"London Calling - Briefe aus dem Kalten Krieg" - am Montag, 23.30 Uhr, im Ersten gesehen

Eine BBC-Radiosendung fordert die DDR-Stasi-Maschinerie heraus, gerät ins Zentrum eines Propaganda-Kampfes im Kalten Krieg zwischen Ost und West. Das ist doch etwas zum Aufhorchen. "Briefe ohne Unterschrift" heißt die Sendung, die sich in deutscher Sprache speziell an Hörer in der DDR richtete. 45 Minuten lang werden anonyme Briefe verlesen, die DDR-Bürger an Westberliner Deckadressen geschickt haben. Moderator Austin Harrison, populär, eigenwillig und rätselhaft, gerät als Staatsfeind in den Fokus. Was für die Engländer ein Akt der freien Meinungsäußerung war, bedeutete für die Stasi ein Akt der Zersetzung und des Verrats.

Von Anfang der Fünfzigerjahre bis 1974 erfreut sich die Sendung großer Beliebtheit, bis sie plötzlich abgesetzt wird. Heute entpuppen sich die im BBC-Archiv aufbewahrten anonymen Briefe als einzigartiges Zeitdokument, denn sie drücken ganz persönliche Hoffnungen, Wünsche, Ängste, Wut aus. Die Sendung mit ihren Tausenden von Briefen war nahezu vergessen, bis die deutsche Schriftstellerin Susanne Schädlich sie in einem BBC-Archiv vor wenigen Jahren wiederentdeckte und ein Buch dazu schrieb. Die TV-Dokumentation vermittelt anhand unveröffentlichter Dokumente, Fotos und Tonbandaufzeichnungen sowie Archivmaterial aus britischen und deutschen Quellen einen intensiven Eindruck über ein besonderes Kapitel des Kalten Krieges.

Trotz IM an seiner Seite konnte die Stasi dem Redakteur aus England nichts anhaben, wohl aber den Absendern. Alle Hebel werden in Bewegung gesetzt, um die anonymen Schreiber zu ermitteln. Flächendeckende Postkontrollen in der gesamten DDR führten zur Verfolgung von Briefeschreibern, denen Gefängnisstrafen drohten. Einige wurden mit Hilfe von Blut- und Speichelproben sowie Handschriftenvergleich ermittelt.
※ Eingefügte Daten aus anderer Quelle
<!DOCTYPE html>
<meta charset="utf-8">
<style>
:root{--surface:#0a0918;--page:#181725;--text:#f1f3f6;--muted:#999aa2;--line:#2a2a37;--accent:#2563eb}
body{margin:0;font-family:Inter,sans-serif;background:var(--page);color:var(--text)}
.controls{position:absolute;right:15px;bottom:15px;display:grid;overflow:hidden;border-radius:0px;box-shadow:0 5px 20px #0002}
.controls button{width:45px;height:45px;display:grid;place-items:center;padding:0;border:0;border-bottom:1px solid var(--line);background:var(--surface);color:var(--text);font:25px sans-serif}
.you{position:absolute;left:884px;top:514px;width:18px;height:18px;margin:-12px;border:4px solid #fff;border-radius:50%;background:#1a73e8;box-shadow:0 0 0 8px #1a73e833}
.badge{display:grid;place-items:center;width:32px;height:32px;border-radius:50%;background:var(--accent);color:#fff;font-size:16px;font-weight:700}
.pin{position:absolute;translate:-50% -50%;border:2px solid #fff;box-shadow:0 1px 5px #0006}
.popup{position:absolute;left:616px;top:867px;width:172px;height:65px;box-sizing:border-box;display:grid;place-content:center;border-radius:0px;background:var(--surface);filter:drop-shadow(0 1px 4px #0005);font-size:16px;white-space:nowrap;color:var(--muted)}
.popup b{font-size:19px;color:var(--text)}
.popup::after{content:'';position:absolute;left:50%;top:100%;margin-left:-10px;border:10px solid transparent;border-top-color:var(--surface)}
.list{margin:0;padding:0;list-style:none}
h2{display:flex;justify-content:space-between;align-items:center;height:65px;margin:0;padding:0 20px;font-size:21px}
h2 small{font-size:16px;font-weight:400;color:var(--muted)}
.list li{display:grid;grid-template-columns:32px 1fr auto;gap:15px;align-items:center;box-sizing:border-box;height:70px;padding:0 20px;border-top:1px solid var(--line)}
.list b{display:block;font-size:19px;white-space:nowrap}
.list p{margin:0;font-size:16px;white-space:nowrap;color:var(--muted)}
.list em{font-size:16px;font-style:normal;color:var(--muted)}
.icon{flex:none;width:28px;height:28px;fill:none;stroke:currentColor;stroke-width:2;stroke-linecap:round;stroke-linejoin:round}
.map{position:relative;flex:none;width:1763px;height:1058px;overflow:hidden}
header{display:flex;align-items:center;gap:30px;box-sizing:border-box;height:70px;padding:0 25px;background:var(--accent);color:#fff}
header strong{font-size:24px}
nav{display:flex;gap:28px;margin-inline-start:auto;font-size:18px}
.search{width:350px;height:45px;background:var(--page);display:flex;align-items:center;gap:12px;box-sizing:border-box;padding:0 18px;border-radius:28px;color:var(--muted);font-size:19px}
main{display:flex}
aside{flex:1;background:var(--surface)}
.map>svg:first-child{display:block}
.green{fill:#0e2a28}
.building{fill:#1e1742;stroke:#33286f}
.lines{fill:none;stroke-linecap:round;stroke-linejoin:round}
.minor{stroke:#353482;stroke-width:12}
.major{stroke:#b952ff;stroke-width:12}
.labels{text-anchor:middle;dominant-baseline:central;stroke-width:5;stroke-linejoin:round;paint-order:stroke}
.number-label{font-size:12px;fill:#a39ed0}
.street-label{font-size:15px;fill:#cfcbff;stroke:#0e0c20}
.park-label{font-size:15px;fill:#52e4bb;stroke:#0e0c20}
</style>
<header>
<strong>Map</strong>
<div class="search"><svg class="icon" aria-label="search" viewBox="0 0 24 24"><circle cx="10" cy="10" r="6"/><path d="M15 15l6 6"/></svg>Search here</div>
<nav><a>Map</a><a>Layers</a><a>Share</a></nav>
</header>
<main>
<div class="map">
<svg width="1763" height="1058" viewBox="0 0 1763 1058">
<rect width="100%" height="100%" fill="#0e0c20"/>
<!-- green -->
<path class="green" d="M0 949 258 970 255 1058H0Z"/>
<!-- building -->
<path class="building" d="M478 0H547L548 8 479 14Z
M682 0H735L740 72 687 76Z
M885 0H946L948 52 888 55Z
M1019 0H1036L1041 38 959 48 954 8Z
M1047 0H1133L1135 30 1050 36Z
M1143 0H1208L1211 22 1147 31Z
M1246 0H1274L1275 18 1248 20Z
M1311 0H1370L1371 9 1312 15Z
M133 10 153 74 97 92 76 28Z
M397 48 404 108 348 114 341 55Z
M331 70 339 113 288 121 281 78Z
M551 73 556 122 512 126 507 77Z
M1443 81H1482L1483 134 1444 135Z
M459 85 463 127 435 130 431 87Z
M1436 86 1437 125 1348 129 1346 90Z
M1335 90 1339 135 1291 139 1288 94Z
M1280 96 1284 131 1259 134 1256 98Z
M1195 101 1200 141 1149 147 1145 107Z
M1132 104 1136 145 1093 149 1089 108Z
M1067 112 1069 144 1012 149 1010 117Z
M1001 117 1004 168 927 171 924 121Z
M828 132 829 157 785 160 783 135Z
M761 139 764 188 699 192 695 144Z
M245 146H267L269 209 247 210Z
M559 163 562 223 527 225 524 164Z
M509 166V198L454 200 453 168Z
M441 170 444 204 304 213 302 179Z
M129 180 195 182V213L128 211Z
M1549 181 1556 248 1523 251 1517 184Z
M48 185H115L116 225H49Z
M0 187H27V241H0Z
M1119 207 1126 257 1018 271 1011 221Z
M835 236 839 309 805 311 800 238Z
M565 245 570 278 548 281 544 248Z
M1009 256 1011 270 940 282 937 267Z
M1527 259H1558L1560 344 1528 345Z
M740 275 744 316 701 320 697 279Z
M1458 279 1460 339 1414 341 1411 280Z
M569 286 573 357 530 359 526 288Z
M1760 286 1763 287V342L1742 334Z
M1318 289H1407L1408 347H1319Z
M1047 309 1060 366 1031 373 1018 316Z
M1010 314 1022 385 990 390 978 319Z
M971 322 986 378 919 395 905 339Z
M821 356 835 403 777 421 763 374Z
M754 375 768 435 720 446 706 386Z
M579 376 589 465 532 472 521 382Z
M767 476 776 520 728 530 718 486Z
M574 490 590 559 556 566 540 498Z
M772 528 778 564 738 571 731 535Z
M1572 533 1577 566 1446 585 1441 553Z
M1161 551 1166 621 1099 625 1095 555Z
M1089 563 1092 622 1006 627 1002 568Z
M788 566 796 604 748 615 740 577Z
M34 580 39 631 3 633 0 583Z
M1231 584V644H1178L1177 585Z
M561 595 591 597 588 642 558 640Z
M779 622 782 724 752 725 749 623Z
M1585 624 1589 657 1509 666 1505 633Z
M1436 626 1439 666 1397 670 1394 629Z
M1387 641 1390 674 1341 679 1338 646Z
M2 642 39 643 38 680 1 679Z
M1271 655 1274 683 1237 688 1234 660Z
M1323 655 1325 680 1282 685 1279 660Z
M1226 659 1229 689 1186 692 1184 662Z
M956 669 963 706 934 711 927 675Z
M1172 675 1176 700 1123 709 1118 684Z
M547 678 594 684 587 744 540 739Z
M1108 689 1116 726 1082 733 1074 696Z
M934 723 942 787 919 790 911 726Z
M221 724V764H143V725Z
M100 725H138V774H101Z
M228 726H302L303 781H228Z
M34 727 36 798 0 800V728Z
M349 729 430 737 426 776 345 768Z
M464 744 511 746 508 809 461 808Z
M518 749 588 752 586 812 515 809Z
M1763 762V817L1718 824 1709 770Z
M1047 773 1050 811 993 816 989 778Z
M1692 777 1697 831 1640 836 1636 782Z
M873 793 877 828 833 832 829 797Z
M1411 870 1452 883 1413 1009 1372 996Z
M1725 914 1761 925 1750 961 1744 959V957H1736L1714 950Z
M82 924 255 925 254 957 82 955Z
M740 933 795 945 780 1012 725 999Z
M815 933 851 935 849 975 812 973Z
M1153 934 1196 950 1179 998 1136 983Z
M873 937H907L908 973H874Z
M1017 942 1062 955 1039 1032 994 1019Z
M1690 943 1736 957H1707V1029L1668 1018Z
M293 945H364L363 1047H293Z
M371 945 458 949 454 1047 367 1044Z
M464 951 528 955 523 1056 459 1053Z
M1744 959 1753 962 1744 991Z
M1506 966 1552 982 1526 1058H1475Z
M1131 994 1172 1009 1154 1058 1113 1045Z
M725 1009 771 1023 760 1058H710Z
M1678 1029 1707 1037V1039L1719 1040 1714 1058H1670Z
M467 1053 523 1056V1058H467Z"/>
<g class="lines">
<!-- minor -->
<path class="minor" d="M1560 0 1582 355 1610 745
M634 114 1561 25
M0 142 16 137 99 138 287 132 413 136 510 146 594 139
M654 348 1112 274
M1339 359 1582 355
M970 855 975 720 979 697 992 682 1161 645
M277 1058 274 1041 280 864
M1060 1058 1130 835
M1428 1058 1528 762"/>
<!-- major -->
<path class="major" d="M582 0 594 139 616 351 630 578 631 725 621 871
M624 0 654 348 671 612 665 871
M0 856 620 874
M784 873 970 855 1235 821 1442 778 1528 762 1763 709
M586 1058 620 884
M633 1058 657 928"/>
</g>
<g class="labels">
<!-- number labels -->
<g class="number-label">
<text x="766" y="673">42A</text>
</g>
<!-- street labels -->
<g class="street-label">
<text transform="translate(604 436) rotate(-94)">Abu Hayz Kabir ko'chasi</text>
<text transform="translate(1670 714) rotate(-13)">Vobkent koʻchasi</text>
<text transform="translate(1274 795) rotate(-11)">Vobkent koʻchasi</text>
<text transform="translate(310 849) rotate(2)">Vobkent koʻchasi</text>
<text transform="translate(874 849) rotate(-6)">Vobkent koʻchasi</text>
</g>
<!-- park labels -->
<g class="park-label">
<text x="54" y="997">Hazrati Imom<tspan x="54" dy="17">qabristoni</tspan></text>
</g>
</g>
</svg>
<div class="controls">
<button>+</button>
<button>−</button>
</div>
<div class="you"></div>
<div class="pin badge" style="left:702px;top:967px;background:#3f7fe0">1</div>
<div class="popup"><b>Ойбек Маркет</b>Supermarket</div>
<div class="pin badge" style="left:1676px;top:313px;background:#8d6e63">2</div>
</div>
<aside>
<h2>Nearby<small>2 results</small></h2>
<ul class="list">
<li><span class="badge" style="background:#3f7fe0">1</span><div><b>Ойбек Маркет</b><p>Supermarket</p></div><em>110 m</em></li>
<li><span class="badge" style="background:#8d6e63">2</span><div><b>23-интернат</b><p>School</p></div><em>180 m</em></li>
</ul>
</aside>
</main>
Bis heute gibt es keine genauen Zahlen, wie viele Briefeschreiber verhaftet und verurteilt wurden.

Wie im spannenden Spionagethriller gehört der große Clou an den Schluss. Dank Schädlichs Recherche wissen wir 45 Jahre später: Der German Service der BBC hat offenbar Jahrzehnte lang mit einer geheimen Propaganda-Abteilung des britischen Außenministeriums zusammengearbeitet. Austin Harrison schrieb ausführliche Berichte an das "Foreign Office", diese wurden auch an die bundesdeutsche Regierung in Bonn weitergeleitet.